Steelhead enter a river as battle tested warriors that have seen and done things no trout could ever comprehend. When they pull into a river they recognize everything but certainly feel on edge and out of their element. It would be like throwing a 40 year old adult back in high school. It snaps them back to when they reared in the river as young fry and smelt, those same feelings start to take hold. Feelings from being young never quite leave us either. As parents we can’t help but getting butterflies sitting in the principles office getting scolded for something our kids did, it feels the same as if we were 15 all over again. That fear never goes away and neither does the fear driven instincts of a steelhead.

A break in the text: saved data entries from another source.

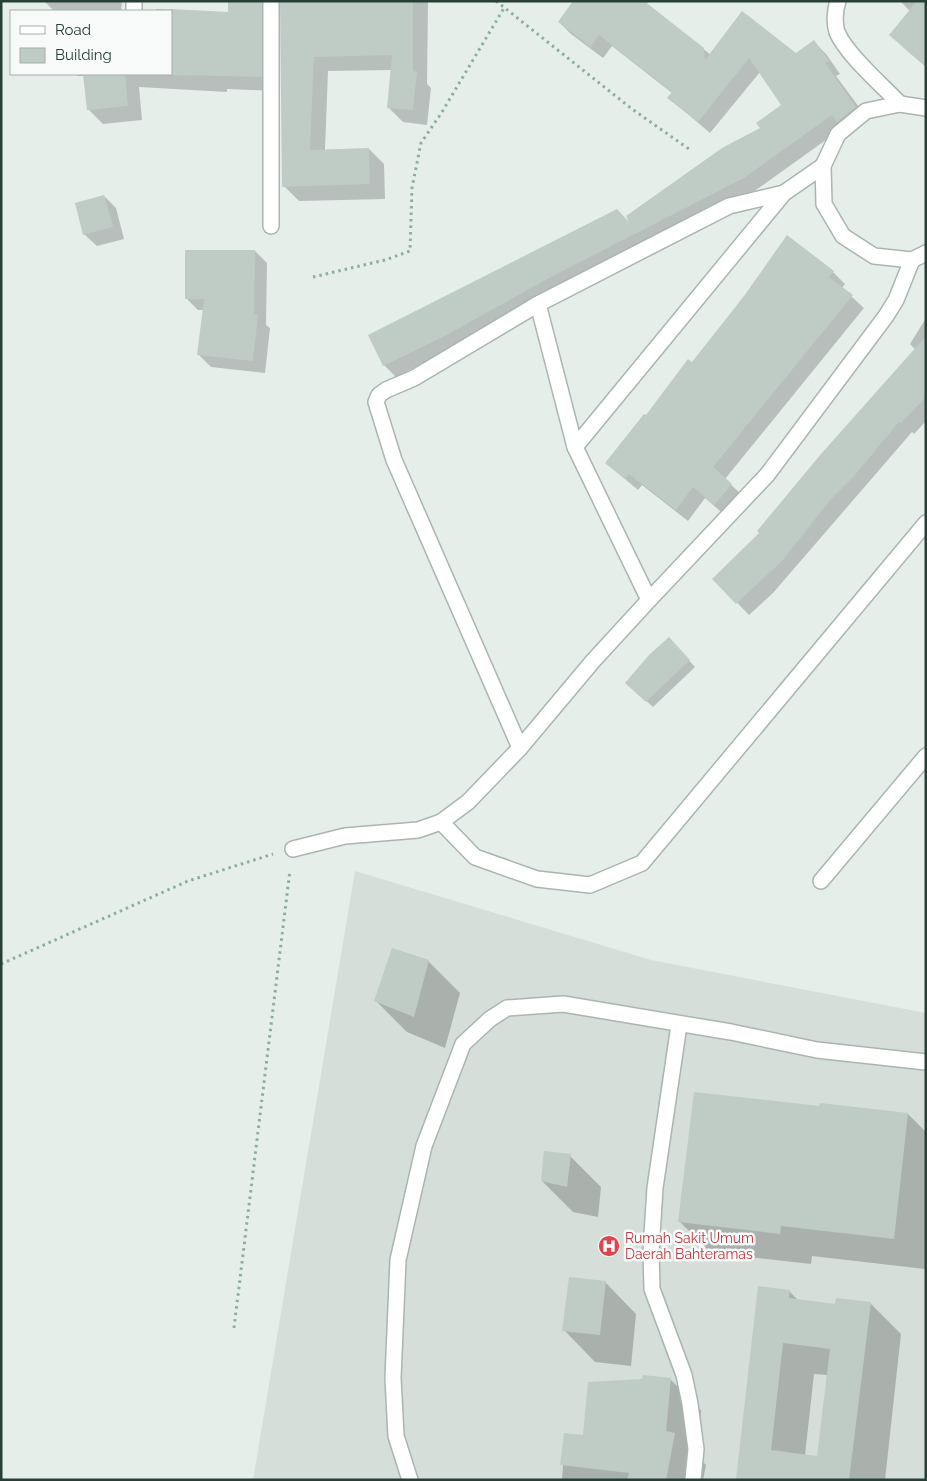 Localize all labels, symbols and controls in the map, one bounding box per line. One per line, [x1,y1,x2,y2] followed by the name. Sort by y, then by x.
[10,10,172,75] legend
[55,21,91,39] text: Road
[55,46,112,64] text: Building
[625,1230,754,1262] place label: Rumah Sakit Umum Daerah Bahteramas
[597,1234,621,1258] hospital icon: Rumah Sakit Umum Daerah Bahteramas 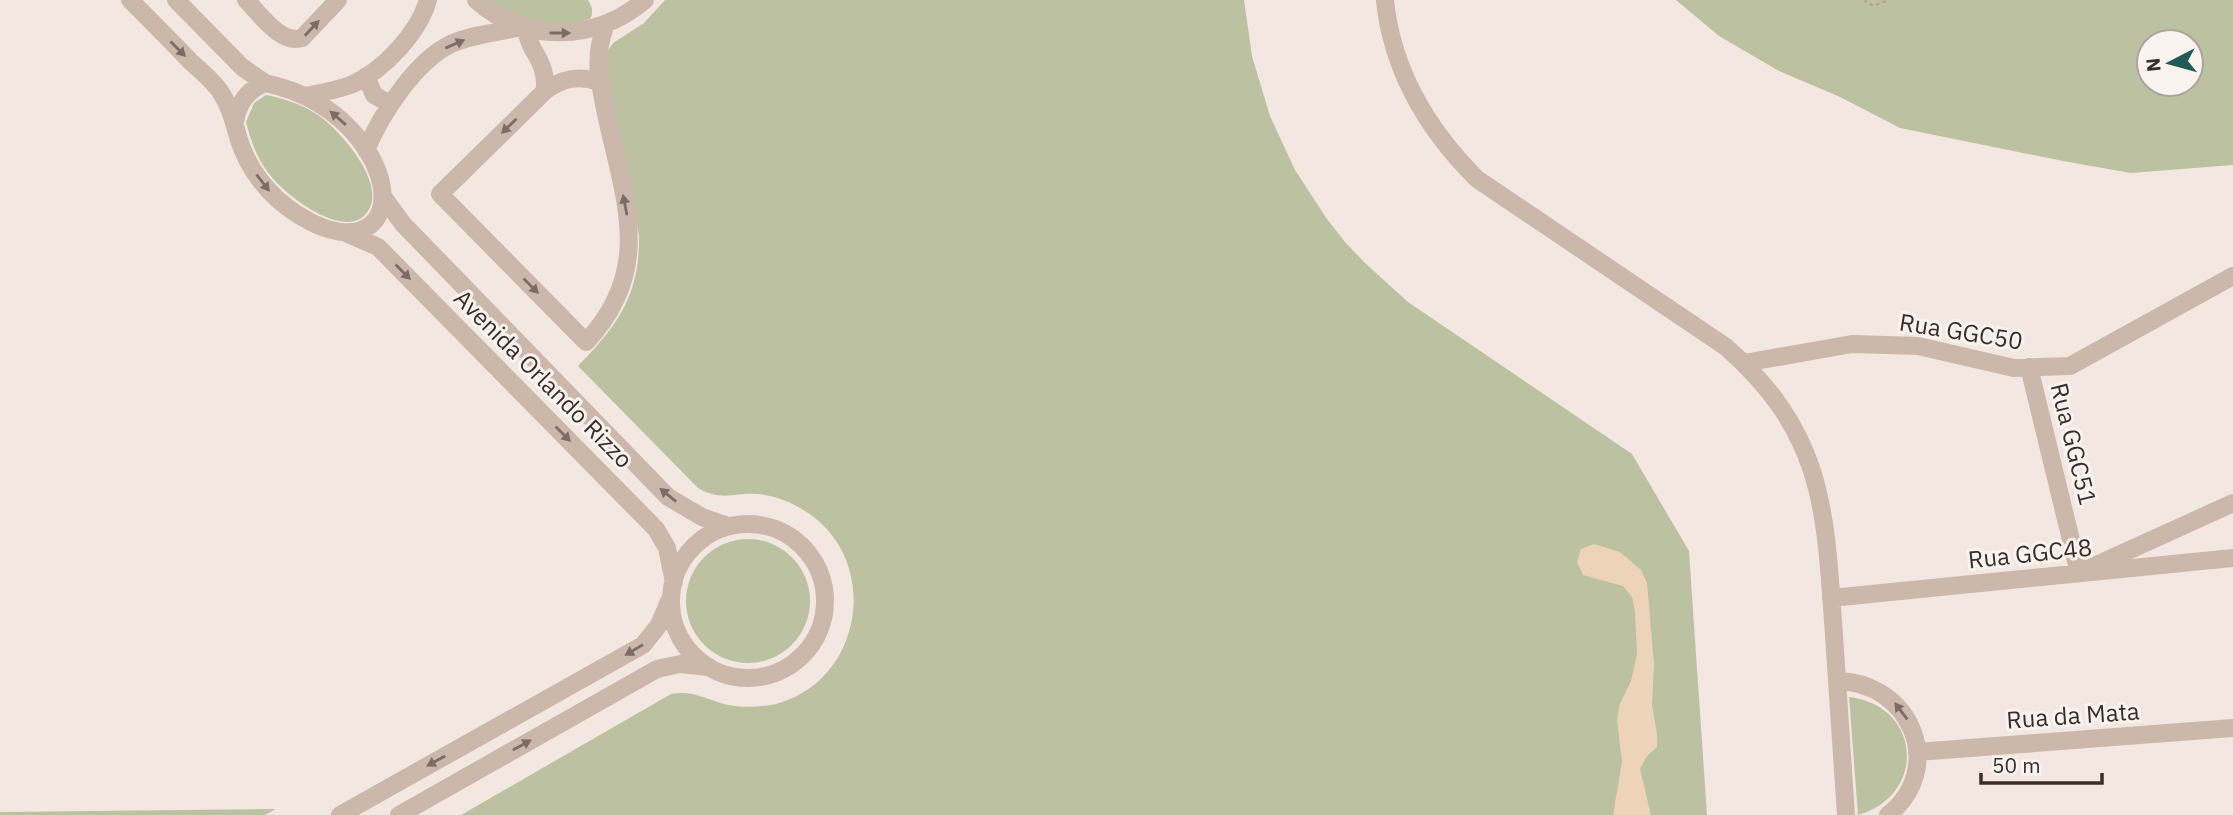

In Big systems like the Skeena, the earliest part of the steelhead run travels the fastest through the lower river, and moves further up the river than the rest of the fish. This makes complete sense to avoid traffic jams as rivers tend to fill from top to bottom, back filling. However to complicate things, Steelhead can move into a tributary to hang out for a while and completely drop out of it and never return. Stray fish like this are a small percentage but very common in most systems of wild fish. The migration of steelhead up and down the river is extremely common, and tributary spawners often poke into the system for a while and then drop back into the main stem for the winter. Non of this is determined by feeding like a trout, most likely more related to a steelhead looking for somewhere to lay its roots for the next 9 months of its life. It is common nature to want to check out an area before you move there. Meet the neighbours, check out the schools, have a look at the local pub long before ever deciding to move into a new location. It makes perfect sense.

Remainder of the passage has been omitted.